A production-style Todo platform demonstrating DevOps/ChatOps/MLOps: design, build, deploy, observe.
Quick Links: Documentation | Architecture | About This Lab | How This Runs | Deployment | Key Takeaways
A compact, production-ready stack built for reliability, observability, and safe deployments:
- Services: Go todo-api, Go todo-mcp (Model Context Protocol server), Python Slack bot, Python CLIs
- Infrastructure: Kubernetes (K3s), GitOps with ArgoCD
- Observability: OpenTelemetry traces/metrics, Loki centralized logs, Prometheus + Grafana dashboards
- Storage/Database: PostgreSQL with CloudNativePG (CNPG), automated S3/MinIO backups, point-in-time recovery (PITR) ready
- Security: Cloudflare Access for zero-trust auth
- CI/CD: GitHub Actions self-hosted runners (ARC) -> Docker build/push -> Kustomize updates -> ArgoCD sync -> Slack #builds notifications
See Deployment Documentation for detailed architecture diagrams and workflows.
Purpose: Build a realistic, reproducible environment to practice production operations end-to-end (design -> code -> CI/CD -> K8s -> observability -> rollback).
-
Designing small, composable services: Services communicate through well-defined contracts (REST APIs, OpenAPI specs). The todo-mcp server implements the Model Context Protocol, enabling AI assistants to interact with the todo platform through standardized tools and schemas.
-
Shipping with rollback strategies: Blue-green deployments(TODO).
-
ChatOps for safe, auditable deployments: Slack commands (
/deploy) provide visibility and control. All deployment actions are logged to the #builds channel with full context: version, status, and links to workflow runs. -
Operability first: Traces, metrics, and logs are correlated by service and version. Alerts include context (traces, runbooks) so responders can act quickly. Every service exports Prometheus metrics and OTEL traces.
-
Data safety: Automated daily backups to S3-compatible storage (MinIO), point-in-time recovery tested and documented. Database schema changes are tracked and reversible.(TODO)
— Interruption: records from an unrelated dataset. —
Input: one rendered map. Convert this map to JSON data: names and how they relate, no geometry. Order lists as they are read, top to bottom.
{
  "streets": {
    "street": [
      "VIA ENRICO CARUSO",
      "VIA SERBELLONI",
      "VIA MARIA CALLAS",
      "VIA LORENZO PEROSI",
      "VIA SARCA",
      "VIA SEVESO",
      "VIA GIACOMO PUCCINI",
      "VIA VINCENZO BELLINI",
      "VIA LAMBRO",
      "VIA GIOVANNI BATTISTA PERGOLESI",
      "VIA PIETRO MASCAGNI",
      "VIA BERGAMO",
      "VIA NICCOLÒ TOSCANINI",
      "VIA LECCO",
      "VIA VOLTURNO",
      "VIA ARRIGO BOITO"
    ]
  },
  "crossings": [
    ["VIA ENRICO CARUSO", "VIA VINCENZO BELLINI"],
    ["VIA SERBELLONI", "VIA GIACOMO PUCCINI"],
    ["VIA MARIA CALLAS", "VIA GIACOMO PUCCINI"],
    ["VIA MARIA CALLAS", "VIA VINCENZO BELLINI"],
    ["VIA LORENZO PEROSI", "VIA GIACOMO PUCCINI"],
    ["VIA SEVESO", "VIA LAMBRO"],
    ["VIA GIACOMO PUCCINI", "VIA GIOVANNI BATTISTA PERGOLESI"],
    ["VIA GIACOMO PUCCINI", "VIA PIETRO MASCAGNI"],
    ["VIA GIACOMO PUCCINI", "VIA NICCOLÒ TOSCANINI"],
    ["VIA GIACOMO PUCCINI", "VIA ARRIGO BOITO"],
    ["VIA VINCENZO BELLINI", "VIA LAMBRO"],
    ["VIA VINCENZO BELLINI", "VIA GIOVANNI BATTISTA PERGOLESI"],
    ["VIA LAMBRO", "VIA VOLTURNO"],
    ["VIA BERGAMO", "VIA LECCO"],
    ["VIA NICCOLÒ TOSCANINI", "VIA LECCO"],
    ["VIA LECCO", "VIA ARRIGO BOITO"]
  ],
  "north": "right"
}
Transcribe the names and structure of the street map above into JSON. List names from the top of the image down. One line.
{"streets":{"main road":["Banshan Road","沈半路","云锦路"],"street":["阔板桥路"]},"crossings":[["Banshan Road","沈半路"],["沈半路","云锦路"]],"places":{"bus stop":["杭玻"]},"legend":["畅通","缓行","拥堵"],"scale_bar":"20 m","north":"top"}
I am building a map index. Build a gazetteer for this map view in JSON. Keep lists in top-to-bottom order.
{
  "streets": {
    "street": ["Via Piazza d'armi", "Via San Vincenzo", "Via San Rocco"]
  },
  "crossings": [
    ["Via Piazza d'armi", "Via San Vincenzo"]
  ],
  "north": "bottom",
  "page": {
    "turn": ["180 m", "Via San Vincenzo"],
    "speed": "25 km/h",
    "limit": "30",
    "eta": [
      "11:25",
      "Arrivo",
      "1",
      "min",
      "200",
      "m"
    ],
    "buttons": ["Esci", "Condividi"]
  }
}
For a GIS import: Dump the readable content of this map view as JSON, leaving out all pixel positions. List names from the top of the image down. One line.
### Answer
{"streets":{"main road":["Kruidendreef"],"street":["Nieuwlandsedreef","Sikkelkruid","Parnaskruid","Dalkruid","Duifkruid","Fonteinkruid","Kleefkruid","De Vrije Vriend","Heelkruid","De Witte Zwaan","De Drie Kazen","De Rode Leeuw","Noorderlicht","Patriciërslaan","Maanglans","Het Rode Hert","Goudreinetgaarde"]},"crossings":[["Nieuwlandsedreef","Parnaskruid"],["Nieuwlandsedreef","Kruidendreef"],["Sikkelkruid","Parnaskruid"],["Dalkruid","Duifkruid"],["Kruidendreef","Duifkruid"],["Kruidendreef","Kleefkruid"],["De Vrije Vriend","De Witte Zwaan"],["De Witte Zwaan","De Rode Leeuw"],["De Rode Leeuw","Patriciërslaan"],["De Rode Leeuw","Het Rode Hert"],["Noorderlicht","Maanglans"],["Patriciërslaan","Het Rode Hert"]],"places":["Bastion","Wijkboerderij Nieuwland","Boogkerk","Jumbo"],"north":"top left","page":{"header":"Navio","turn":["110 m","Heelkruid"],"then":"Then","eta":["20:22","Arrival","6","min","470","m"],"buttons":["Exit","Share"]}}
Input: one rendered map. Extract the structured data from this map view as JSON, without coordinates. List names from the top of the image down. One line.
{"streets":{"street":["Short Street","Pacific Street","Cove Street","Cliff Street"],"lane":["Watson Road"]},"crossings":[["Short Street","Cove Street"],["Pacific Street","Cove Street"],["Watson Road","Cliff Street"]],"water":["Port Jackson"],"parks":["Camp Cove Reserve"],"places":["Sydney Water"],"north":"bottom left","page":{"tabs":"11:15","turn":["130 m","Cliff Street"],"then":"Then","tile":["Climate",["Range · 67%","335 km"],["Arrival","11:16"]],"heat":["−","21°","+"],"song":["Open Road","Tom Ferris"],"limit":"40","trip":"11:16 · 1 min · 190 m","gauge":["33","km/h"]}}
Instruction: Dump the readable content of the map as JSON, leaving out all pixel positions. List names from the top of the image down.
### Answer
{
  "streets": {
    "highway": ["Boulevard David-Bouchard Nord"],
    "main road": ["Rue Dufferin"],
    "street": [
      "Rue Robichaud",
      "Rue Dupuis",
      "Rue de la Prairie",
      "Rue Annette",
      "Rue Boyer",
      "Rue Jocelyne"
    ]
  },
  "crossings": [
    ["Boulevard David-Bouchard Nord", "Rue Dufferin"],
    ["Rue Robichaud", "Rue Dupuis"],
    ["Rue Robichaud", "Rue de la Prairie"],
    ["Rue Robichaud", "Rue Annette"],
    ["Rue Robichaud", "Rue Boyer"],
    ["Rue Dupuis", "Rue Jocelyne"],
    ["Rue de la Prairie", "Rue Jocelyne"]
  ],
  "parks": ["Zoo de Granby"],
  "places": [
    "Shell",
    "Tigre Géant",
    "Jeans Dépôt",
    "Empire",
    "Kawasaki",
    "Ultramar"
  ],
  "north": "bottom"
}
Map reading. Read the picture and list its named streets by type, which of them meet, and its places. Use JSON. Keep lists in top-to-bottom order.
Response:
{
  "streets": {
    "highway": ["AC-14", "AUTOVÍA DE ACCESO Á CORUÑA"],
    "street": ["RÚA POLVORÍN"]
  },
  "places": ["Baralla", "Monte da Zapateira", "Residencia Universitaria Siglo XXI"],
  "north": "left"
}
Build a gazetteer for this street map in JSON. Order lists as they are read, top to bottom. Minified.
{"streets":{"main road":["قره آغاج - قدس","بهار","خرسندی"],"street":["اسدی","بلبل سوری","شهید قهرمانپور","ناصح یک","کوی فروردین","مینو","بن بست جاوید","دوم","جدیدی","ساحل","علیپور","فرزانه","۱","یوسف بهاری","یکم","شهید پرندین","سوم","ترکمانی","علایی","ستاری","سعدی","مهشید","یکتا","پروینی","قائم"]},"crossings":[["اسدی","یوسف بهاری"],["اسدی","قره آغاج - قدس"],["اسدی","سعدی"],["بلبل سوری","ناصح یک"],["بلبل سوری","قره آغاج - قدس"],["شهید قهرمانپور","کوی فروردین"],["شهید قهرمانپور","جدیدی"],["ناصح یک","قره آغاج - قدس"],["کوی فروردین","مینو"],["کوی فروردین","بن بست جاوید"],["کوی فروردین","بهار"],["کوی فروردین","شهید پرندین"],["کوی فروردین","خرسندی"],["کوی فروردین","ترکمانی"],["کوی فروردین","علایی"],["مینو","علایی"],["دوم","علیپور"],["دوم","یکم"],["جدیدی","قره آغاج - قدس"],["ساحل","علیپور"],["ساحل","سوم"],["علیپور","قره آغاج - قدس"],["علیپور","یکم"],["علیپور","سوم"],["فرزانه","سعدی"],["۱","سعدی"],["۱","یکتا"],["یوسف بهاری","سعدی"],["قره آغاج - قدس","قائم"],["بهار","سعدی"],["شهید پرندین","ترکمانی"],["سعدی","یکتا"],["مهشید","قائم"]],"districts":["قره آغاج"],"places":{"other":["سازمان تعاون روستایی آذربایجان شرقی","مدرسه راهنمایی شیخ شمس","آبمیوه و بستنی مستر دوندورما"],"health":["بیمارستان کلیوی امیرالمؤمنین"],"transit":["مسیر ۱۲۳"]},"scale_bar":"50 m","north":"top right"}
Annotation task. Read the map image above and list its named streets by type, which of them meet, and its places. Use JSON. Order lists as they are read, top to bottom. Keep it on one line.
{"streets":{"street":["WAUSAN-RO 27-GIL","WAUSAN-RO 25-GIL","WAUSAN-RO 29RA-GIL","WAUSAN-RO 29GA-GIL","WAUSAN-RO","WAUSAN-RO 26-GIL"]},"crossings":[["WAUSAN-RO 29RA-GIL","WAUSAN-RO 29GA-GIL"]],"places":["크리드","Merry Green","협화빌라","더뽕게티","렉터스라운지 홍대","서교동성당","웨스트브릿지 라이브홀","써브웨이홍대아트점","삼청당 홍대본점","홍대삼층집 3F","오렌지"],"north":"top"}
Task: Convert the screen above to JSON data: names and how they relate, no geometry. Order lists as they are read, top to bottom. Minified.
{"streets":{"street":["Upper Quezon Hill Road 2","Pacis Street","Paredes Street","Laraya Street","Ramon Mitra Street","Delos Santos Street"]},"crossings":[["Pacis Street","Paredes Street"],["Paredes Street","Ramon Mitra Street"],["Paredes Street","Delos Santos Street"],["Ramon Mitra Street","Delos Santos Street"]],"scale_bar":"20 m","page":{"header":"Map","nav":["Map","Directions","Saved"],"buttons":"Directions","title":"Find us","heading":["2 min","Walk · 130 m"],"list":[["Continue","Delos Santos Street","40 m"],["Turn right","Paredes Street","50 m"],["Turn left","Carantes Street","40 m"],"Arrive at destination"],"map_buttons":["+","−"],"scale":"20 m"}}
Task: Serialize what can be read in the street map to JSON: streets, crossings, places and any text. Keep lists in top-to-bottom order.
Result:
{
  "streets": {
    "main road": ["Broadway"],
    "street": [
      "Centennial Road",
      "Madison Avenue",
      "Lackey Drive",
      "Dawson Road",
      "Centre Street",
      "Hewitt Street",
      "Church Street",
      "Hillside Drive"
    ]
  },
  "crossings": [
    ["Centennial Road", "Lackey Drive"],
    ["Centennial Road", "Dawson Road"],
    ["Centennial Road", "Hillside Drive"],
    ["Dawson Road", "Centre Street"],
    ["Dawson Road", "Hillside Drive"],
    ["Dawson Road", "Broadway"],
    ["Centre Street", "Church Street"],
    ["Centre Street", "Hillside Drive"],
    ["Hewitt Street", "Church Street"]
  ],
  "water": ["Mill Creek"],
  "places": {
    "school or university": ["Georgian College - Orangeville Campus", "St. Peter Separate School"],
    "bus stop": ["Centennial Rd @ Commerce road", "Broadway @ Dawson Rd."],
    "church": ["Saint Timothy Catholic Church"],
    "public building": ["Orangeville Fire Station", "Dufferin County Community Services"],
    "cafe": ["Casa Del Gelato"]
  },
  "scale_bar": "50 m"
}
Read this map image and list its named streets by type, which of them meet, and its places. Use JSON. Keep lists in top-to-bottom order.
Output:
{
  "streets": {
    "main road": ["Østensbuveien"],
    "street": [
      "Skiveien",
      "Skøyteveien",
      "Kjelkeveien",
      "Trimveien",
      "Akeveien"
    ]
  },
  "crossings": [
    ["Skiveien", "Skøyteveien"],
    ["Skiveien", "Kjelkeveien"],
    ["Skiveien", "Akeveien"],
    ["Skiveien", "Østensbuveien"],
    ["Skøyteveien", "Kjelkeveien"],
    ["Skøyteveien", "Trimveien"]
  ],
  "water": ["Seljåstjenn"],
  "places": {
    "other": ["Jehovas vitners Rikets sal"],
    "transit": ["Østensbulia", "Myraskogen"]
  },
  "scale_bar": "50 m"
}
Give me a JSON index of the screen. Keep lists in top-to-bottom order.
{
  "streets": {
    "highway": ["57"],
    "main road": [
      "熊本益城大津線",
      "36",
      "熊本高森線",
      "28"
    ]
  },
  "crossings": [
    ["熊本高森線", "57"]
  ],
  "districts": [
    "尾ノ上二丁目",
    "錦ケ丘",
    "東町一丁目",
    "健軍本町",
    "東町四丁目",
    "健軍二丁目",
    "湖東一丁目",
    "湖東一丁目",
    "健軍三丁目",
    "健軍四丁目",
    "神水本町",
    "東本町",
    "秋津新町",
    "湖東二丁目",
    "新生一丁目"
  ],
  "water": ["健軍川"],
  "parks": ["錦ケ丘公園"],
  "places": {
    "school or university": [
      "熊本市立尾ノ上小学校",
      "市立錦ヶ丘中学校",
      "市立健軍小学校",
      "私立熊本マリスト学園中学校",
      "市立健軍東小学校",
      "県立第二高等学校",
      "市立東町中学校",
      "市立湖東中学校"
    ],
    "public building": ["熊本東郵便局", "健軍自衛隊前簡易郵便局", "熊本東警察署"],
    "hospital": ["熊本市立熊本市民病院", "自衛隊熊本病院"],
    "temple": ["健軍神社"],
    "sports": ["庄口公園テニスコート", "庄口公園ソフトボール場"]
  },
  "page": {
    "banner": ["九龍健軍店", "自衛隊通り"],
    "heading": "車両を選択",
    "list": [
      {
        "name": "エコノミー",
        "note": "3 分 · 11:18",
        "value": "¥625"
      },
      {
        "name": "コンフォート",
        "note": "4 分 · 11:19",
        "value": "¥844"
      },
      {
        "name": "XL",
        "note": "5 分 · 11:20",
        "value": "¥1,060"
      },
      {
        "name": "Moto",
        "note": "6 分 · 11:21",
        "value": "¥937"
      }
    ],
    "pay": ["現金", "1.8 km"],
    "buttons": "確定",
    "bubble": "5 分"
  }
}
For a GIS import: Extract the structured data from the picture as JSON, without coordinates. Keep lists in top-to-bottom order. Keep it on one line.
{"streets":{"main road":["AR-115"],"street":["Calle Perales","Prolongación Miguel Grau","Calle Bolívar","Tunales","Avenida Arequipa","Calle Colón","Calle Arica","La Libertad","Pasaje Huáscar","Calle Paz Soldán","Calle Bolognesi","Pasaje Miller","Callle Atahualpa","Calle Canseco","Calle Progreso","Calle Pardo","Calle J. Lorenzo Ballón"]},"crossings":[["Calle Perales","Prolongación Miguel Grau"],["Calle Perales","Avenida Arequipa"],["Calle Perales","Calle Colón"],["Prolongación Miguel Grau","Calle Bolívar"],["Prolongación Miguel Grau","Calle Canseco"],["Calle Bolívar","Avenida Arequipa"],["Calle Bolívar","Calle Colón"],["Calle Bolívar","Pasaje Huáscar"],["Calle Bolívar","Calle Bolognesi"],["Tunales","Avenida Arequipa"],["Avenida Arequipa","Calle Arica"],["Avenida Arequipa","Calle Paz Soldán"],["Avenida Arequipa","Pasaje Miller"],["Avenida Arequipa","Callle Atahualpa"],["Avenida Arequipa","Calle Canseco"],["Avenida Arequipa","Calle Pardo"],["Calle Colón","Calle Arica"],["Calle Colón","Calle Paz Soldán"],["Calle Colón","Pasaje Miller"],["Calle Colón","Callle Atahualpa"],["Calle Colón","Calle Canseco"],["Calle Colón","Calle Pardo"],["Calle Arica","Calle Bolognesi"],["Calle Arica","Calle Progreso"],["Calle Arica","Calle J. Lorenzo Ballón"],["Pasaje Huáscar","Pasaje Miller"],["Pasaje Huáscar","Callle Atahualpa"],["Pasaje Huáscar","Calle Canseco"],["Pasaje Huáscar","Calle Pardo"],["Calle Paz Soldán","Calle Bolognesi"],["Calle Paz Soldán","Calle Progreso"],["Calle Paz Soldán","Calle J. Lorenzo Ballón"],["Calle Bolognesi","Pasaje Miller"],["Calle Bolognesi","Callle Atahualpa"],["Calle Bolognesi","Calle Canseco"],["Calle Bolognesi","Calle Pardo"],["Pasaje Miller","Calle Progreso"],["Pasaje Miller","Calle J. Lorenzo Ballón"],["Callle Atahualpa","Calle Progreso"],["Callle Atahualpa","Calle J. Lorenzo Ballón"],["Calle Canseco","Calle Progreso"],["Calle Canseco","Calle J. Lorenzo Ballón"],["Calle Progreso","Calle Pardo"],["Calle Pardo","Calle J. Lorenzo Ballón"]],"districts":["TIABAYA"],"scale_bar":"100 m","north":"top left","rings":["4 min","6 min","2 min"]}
It lets me iterate faster, test failure modes safely, and document choices transparently—skills I carry into team environments. Running this on my own hardware means I can:
- Simulate failures
- Test disaster recovery procedures without risk
- Experiment with new tools and patterns before proposing them
- Maintain full control over cost and resources
A practical view of key operations:
| Operation | Command / Flow |
|---|---|
| Build | cd services/todo-api && go build |
| Release (CI) | Push to main -> GitHub Actions builds image -> pushes to DockerHub -> updates Kustomize -> ArgoCD syncs |
| Deploy (ChatOps) | In Slack: /deploy -> triggers rollout -> posts status link to #builds |
| Observe | Grafana dashboards (service health, metrics) -> Tempo/New Relic for distributed traces -> Loki for log aggregation |
| Backup/Restore | Scheduled CNPG backups to S3/MinIO (daily 2 AM) -> PITR via recovery cluster |
| Load test | k6 run k6/todo-api/todo-api-load-test.js |
For hiring managers and technical reviewers, start here:
- Architecture & Deployment Flow - Detailed mermaid diagrams showing GitOps workflow
- Development Setup Guide - How to run services locally, hot reloading with Air, Python venv setup
- GitHub Actions Workflows - CI/CD pipelines for building, testing, and deploying services
- Kubernetes Manifests - Kustomize overlays , resource limits
- MCP Server Implementation - Model Context Protocol server enabling AI assistant integration
What this repository demonstrates about my approach to production systems:
- End-to-end delivery with rollback controls and ChatOps visibility
- Observable by default: every service exports traces, metrics, and structured logs
- Secure by default: Cloudflare Access, no hardcoded credentials
- Data-safe: automated backups, tested restore procedures(TODO), point-in-time recovery capability
- Contract-driven development: OpenAPI specs + generated clients prevent API drift and enable rapid iteration
- GitOps discipline: all changes tracked in Git, automated syncing, immutable deployments
- Progressive delivery: blue-green strategies
- Self-service operations: Slack bots and CLI tools empower teams to deploy, observe, and troubleshoot independently
.
├── .github/workflows/ # CI/CD pipelines: build, test, deploy, notify
├── apps/
│ └── todops-cli/ # Python CLI for platform operations (Loki search, ignore lists, Slack)
├── services/
│ ├── todo-api/ # Go REST API with OTEL, /metrics, PostgreSQL
│ ├── todo-mcp/ # Go MCP server (Model Context Protocol)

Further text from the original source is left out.